Saturday, February 5, 2011
POTW: Crockett makes name for himself
By Scott Powers
Crete-Monee senior Jamee Crockett recently began correcting the media on the spelling of his first name. It's not Jamie.
And it's no longer Jamee Crockett has potential. It's Jamee Crockett has game. Enough game, in fact, to be named the ESPNChicago.com/Muscle Milk Prep Athlete of the Week.
"For many years, it was, ‘Hey, this Crockett kid is really talented, he's really athletic,'" said Crete-Monee coach Matt Ryndak, who took over the program this season. "But now he's putting in the time the last 7-8 months to become a much better perimeter player, to really work hard on defending, to really work hard on rebounding, to really work hard to be a leader.
Jamee Crockett and Macari Brooks will look to shake things up at DePaul.
"To be honest with you, it was him getting to understand how special he could be. He's always been the athlete. He's always played above the rim."
Ryndak said the message was: "You're not just talented. You're not just athletic. You can be one of the best perimeter players in the state of Illinois if you want to be, and here's what you have to do."
The instruction was welcomed by Crockett. He was sick of hearing about the player he could be.
"I haven't heard it in a long time," Crockett said.
The reason why is Crockett began putting in the time this summer with Ryndak to improve, especially in his jump shot. Crockett worked on getting enough lift on each attempt and concentrating on releasing the ball at the same point. He put up shot after shot, trying to use the same form each time whether wide open, off a screen or while driving. In time, he found consistentcy in his form, and soon the ball began falling through the net more.
"I think he needed a lot more confidence," Ryndak said. "He needed more repetition. Some of it was mechanics, but most of it was confidence and getting repetition. Jamee has a desire to want to improve. From the summer to now, he carried a chip on his shoulder. His work ethic has been tremendous. He wants to learn. He wants to understand. He wants to become a more complete basketball player."

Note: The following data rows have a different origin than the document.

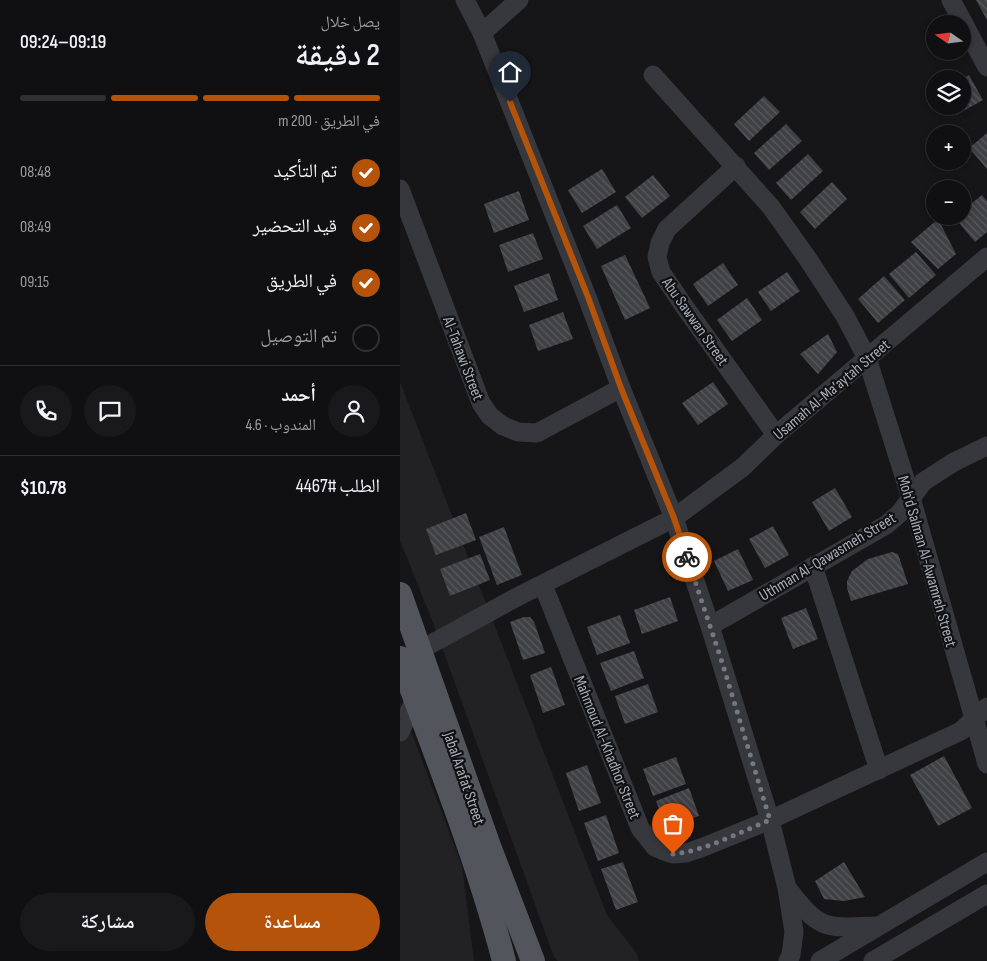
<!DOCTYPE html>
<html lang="ar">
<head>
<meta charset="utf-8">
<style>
  :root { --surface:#101012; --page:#19191b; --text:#f1f3f6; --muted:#9c9d9f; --line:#303032; --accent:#b45309 }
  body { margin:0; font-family:"Sofia Sans Condensed","Noto Naskh Arabic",sans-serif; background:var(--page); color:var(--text); direction:rtl; height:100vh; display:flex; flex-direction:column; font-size:19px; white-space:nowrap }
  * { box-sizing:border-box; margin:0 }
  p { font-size:16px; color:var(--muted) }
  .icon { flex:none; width:28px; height:28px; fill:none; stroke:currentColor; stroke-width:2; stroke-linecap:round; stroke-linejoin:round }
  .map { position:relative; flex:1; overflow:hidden; direction:ltr }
  .sheet { display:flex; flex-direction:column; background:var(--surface); width:400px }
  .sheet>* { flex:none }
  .needle { width:32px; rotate:284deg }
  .controls { position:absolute; left:526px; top:15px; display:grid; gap:10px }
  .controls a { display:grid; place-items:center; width:45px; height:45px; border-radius:50%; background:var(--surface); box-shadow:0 2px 8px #0003,0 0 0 1px var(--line); font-size:25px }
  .pin { position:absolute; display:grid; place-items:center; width:42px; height:42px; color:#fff; margin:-51px -21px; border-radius:50% 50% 50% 0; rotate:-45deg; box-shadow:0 0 5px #0007 }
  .pin .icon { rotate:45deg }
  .courier { position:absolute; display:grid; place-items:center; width:50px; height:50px; margin:-25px; border:4px solid #b45309; border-radius:50%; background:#fff; color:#222; box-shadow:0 1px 6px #0007 }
  .headline em { font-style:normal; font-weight:600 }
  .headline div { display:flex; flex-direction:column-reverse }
  .headline { display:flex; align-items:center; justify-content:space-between; height:85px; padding:0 20px }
  h1 { font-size:32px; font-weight:600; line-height:38px }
  .bar { display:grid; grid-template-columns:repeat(4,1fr); gap:8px 5px; align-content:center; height:60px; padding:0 20px }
  .bar i { height:6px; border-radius:4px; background:var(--line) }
  .bar .selected { background:var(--accent) }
  .bar p { grid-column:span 4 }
  .line { display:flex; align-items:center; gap:12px; padding:0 20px; border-top:1px solid var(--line) }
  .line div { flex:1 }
  .round { display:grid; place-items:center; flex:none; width:52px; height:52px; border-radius:26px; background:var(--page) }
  ol { padding:0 20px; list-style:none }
  li { display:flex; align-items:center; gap:15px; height:55px }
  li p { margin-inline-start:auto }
  li .icon { padding:5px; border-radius:50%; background:var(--accent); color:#fff; stroke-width:4 }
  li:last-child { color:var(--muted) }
  li i { width:28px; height:28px; border:2px solid var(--line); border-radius:50% }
  .cta { display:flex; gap:10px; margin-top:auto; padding:10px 20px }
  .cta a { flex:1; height:58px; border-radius:30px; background:var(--accent); color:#fff; font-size:20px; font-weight:600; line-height:58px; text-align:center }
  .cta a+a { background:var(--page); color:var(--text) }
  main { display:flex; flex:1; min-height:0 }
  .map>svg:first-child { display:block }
</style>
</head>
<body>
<main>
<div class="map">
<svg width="587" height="961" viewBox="0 0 587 961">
  <defs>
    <pattern id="building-back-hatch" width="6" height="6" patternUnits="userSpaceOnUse" patternTransform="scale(1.25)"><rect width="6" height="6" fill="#404145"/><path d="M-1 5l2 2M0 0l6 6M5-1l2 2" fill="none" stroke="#595a5e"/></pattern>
  </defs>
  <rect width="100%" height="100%" fill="#161618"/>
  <g fill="#222225">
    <path d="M0,382L207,915L237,954L239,961H158L154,957L35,628L0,540Z"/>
    <path d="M0,702L62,866L74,961H0Z"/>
  </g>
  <g fill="url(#building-back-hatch)">
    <path d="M576,0H587V20Z"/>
    <path d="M569,75L583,100L556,115L550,106H562V79Z"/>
    <path d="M364,96L380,112L349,141L334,124Z"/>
    <path d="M386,124L402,141L369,170L354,153Z"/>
    <path d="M587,133V169L569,148Z"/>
    <path d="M408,154L423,171L391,200L376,183Z"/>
    <path d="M202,169L216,192L182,213L168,190Z"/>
    <path d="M253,175L270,196L242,218L225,197Z"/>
    <path d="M432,182L447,199L415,229L400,212Z"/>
    <path d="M119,191L129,220L94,233L84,204Z"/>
    <path d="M582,195L587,201V232L575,242L555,218L562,216V211Z"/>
    <path d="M217,205L231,228L197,249L183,226Z"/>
    <path d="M538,219L556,254L538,269L511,242Z"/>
    <path d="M133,233L143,259L108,272L99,245Z"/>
    <path d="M516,252L536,275L509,298L489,274Z"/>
    <path d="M225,255L250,308L225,320L201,266Z"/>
    <path d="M323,263L338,285L308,306L293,284Z"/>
    <path d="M387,272L400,291L371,311L358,292Z"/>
    <path d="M149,273L158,300L124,312L114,286Z"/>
    <path d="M484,276L505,300L478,323L458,299Z"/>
    <path d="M347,298L362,320L332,341L317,320Z"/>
    <path d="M163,312L173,339L138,351L129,325Z"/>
    <path d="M428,334L437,352L418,374L400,354Z"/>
    <path d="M313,382L328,404L298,425L282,403Z"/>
    <path d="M435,488L452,517L429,531L412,502Z"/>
    <path d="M66,513L76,540L36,555L26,529Z"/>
    <path d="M373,526L389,555L365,568L349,539Z"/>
    <path d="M104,527L122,575L97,585L79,537Z"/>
    <path d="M338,549L353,580L328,591L314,561Z"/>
    <path d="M492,552L498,554L508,584L451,601L447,588V581L452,571L468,559Z"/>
    <path d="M80,554L90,580L50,596L40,569Z"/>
    <path d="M270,597L278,621L242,634L234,610Z"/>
    <path d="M406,608L418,639L393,649L381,618Z"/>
    <path d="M220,615L230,643L197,655L187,627Z"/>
    <path d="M124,617H130L134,622L145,653L123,660L110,622Z"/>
    <path d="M234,651L244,678L211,691L200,663Z"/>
    <path d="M151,667L165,705L143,713L130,675Z"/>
    <path d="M248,684L258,712L225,724L215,696Z"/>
    <path d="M544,756L572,808L538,826L510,775Z"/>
    <path d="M276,757L286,784L253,796L243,769Z"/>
    <path d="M187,765L201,803L179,811L166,773Z"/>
    <path d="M289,788L299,816L266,828L256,801Z"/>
    <path d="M206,815L219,853L198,861L184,823Z"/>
    <path d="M223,862L238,902L216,910L201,869Z"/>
    <path d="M444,862L465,897L444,901L424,899L415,881Z"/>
  </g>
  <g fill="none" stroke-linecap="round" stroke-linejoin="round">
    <g stroke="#37383d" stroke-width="19">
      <path d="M65,0L82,33L187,297L221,388L274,518L310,626L370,820L387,888L394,932L391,955L388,961"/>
      <path d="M551,0L587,67"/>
      <path d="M82,33L119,0"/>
      <path d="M253,75L371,207L408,259L445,316L467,358L511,498L587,764"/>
      <path d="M336,166L267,229L260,243L257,257L261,272L284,306L376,435"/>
      <path d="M0,189L81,403L90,416L103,426L118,432L137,433L221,388"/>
      <path d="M413,566L479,770"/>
      <path d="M143,585L240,828L255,847L264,851L273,854L286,853L301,848L370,820L561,731L587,707"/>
      <path d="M310,626L486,525L500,513L523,482L554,462L587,446"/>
      <path d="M20,650L117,597L274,518L343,467L376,435L587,257"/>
      <path d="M0,732L15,699"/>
      <path d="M388,889C420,931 426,928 475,926"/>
      <path d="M420,961L587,862"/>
      <path d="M473,961L587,894"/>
    </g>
    <g stroke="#53555c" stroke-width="24">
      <path d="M0,594L89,846L133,961"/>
      <path d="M0,658C37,758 77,858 104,961"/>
    </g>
  </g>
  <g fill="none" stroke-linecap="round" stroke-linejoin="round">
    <path stroke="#757880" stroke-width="5" stroke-dasharray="0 9" d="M273,854C305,851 340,832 370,820L322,662L287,557"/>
    <path stroke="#b45309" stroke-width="6" d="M110,102L188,297L221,388L274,518L287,557"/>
  </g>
  <g text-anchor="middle" stroke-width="4.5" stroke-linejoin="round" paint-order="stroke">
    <g font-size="16" fill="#a8adb8" stroke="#111113">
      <text transform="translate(296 321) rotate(55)" y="6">Abu Sawwan Street</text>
      <text transform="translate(64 358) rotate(69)" y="6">Al-Tahawi Street</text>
      <text transform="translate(431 389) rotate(-40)" y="6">Usamah Al-Ma’aytah Street</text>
      <text transform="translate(427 556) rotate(-31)" y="6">Uthman Al-Qawasmeh Street</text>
      <text transform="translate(528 561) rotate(74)" y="6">Moh'd Salman Al-Awamreh Street</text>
      <text transform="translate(208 747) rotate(68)" y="6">Mahmoud Al-Khadhor Street</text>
      <text transform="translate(65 778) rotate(71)" y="6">Jabal Arafat Street</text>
    </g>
  </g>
</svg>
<div class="controls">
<a><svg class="needle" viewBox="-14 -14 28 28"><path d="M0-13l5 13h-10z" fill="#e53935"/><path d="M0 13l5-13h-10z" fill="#9c9d9f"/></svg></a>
<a><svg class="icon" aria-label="layers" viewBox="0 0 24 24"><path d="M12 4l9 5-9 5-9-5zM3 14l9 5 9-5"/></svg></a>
<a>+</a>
<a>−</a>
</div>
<div class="pin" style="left:273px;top:854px;background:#ea580c"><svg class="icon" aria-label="bag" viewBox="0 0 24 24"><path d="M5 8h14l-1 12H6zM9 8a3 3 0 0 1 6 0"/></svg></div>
<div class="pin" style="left:110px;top:102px;background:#1f2937"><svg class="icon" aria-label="home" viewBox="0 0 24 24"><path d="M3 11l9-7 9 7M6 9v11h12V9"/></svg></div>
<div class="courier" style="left:287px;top:557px"><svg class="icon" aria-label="bike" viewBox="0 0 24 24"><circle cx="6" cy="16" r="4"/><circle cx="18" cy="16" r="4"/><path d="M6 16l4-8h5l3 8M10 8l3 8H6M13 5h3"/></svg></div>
</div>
<section class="sheet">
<div class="headline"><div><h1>2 دقيقة</h1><p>يصل خلال</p></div><em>09:19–09:24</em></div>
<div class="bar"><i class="selected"></i><i class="selected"></i><i class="selected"></i><i></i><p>في الطريق · 200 m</p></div>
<ol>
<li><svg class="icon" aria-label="check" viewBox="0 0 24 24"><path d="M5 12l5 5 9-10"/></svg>تم التأكيد<p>08:48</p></li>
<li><svg class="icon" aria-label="check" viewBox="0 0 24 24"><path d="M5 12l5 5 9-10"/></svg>قيد التحضير<p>08:49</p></li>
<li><svg class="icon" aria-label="check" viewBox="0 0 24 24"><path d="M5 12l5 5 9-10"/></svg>في الطريق<p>09:15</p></li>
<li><i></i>تم التوصيل</li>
</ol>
<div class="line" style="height:90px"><a class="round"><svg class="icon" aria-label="person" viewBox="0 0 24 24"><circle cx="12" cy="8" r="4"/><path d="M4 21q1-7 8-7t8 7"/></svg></a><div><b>أحمد</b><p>المندوب · 4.6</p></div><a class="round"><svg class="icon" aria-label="chat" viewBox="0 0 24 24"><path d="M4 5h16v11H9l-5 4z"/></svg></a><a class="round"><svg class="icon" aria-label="phone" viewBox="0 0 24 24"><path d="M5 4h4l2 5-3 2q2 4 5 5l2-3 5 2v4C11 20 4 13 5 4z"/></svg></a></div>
<div class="line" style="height:65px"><div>الطلب #4467</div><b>$10.78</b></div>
<div class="cta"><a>مساعدة</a><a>مشاركة</a></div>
</section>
</main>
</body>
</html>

The reward for Crockett has been his senior season. The 6-4 swingman has been one of the most consistently dominant players in the state. He's averaged 21 points and eight rebounds and shot 48.5 percent from the field and 38 percent from 3-point range. His scoring numbers are up nearly eight points from last season.
With Crockett's rise, his teammates also are taking a step forward, and with Ryndak's coaching, the Warriors have become one of the area's best teams. Currently ranked No. 11 in ESPNChicago.com's poll, the 17-3 Warriors have shown they can be a state contender in Class 4A.
"I could shoot the ball all the time if I wanted," said Crockett, who only began recently correcting media on the spelling of his first name from Jamie to Jamee. "I decided I didn't want to be selfish. I don't have it in me. It just doesn't feel right. If I'm out there shooting a lot of shots, I'm not making myself look better.
"I got a lot of confidence in my team. I'll put my team up against anyone in the state. I have a lot of confidence we can downstate and only not go, but do something downstate."
Once that's completed, Crockett plans to continue take his winning ways onto DePaul. Crockett has been to a number of the Blue Demons' games this season and has witnessed how they've struggled, but he believes it's only a matter of time before that improves.
"They're a little on the shaky side right now, but as the program starts building up, we're going to be doing a lot," Crockett said. "I talk to [DePaul freshmen] Brandon [Young] and Cleveland [Melvin] all the time over there, and we talk about how we can't wait to get there. We're going to come in and try to change something."